[EXERCISE PROMPT] Wherever the string "linecap" shows up in the data below, copy the whole line.

Saved entries
══════════
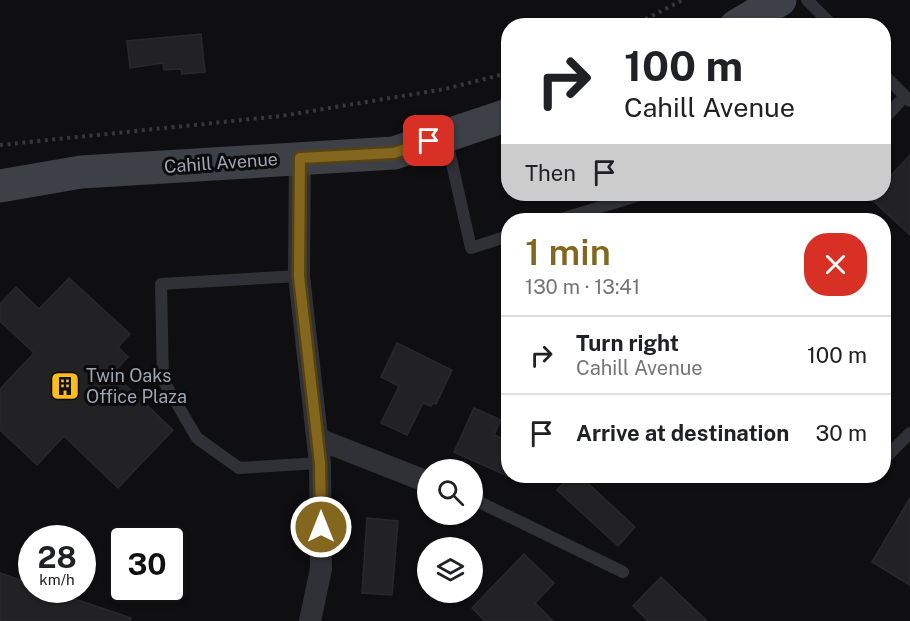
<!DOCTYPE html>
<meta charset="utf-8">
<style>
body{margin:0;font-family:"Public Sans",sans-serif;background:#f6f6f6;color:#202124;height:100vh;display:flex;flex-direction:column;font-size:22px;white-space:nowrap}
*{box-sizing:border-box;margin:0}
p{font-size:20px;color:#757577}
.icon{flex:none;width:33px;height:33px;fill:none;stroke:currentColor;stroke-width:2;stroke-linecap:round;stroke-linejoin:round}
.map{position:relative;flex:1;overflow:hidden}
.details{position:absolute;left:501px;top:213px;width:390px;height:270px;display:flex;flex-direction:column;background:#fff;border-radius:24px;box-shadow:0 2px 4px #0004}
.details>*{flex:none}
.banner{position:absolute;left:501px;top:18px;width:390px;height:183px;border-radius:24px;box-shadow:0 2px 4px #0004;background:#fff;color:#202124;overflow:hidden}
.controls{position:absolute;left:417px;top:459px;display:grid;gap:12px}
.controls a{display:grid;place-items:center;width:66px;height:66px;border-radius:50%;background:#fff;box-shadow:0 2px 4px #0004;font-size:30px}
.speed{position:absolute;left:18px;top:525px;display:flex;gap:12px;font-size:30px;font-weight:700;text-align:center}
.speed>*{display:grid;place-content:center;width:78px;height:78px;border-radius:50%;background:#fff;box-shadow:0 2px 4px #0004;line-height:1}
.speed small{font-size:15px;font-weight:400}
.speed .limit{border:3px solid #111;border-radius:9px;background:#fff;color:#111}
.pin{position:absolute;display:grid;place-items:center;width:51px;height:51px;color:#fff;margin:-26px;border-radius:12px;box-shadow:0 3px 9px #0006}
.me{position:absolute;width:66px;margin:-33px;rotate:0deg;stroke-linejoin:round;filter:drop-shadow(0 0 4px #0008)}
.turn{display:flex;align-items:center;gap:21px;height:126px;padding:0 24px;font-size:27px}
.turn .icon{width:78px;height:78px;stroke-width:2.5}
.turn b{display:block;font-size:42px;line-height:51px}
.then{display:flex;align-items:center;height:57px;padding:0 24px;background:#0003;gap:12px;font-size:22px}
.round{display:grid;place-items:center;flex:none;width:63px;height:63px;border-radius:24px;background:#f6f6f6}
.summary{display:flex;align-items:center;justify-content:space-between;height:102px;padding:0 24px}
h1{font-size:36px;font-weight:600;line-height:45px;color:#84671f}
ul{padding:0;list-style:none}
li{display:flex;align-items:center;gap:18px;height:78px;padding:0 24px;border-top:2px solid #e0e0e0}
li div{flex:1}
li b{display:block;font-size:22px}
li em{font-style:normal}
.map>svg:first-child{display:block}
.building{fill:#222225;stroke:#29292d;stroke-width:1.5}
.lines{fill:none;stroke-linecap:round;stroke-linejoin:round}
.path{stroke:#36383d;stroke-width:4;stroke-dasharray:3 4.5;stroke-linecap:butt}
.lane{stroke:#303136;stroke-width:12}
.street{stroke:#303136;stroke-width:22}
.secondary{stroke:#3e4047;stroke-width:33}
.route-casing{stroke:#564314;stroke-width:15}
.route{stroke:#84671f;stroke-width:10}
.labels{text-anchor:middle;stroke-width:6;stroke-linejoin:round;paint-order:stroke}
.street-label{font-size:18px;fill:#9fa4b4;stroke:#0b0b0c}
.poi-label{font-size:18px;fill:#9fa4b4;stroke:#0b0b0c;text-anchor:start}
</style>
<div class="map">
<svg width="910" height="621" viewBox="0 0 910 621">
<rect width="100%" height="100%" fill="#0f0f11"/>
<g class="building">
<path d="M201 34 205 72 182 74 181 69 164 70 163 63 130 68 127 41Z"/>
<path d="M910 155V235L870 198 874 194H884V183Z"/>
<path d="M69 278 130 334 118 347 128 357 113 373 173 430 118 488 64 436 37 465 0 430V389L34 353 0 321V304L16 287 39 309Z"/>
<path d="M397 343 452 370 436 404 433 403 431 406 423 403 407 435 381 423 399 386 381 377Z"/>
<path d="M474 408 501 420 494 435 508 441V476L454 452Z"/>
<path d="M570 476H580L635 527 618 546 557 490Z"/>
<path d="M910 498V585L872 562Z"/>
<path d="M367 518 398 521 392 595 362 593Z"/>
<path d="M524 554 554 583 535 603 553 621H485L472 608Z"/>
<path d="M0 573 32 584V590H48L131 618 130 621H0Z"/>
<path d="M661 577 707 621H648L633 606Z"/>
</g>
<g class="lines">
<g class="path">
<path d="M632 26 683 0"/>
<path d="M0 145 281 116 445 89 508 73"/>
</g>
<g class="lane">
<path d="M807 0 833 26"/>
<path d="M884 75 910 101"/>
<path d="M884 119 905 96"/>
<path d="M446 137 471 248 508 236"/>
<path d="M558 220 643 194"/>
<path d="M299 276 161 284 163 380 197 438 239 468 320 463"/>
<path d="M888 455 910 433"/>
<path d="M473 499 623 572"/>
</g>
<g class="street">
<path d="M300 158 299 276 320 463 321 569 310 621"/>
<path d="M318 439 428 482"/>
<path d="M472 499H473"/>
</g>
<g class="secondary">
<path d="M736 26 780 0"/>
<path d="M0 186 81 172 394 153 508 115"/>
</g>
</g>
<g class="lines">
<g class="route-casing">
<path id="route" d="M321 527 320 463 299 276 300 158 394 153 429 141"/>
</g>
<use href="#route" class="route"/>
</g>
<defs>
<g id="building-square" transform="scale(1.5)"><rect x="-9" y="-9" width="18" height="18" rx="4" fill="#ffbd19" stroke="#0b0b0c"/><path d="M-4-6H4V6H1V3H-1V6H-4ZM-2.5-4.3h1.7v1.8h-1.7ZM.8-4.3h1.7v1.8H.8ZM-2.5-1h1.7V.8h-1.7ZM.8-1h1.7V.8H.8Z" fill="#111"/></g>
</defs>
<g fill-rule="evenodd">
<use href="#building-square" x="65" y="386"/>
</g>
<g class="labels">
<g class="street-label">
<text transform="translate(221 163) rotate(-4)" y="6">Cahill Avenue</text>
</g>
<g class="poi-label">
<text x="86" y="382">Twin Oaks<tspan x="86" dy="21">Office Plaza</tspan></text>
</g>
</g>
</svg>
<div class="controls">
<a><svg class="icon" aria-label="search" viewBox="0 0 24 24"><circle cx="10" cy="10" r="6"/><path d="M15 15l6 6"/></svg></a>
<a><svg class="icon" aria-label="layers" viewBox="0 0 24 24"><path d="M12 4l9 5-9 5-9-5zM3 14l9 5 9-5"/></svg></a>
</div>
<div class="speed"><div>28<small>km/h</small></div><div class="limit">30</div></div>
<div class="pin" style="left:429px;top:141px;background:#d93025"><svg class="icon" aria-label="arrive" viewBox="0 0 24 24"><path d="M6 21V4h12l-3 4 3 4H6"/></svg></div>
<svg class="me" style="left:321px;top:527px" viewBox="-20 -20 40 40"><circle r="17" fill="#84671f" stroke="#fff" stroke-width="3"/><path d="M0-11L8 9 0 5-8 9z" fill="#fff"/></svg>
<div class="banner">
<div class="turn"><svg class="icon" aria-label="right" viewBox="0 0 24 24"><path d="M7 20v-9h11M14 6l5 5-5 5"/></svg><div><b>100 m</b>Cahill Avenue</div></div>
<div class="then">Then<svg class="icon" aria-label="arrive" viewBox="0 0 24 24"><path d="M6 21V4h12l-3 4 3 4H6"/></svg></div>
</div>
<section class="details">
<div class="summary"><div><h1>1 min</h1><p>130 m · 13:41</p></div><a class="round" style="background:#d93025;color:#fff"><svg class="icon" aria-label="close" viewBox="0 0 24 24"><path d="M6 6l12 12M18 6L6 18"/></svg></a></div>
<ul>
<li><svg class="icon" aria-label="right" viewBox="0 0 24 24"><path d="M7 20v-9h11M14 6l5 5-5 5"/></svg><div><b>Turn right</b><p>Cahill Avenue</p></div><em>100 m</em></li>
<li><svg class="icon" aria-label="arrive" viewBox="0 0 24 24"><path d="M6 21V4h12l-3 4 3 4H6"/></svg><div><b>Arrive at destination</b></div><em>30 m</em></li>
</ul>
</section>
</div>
══════════
[REPLY TO THE EXERCISE]
.icon{flex:none;width:33px;height:33px;fill:none;stroke:currentColor;stroke-width:2;stroke-linecap:round;stroke-linejoin:round}
.lines{fill:none;stroke-linecap:round;stroke-linejoin:round}
.path{stroke:#36383d;stroke-width:4;stroke-dasharray:3 4.5;stroke-linecap:butt}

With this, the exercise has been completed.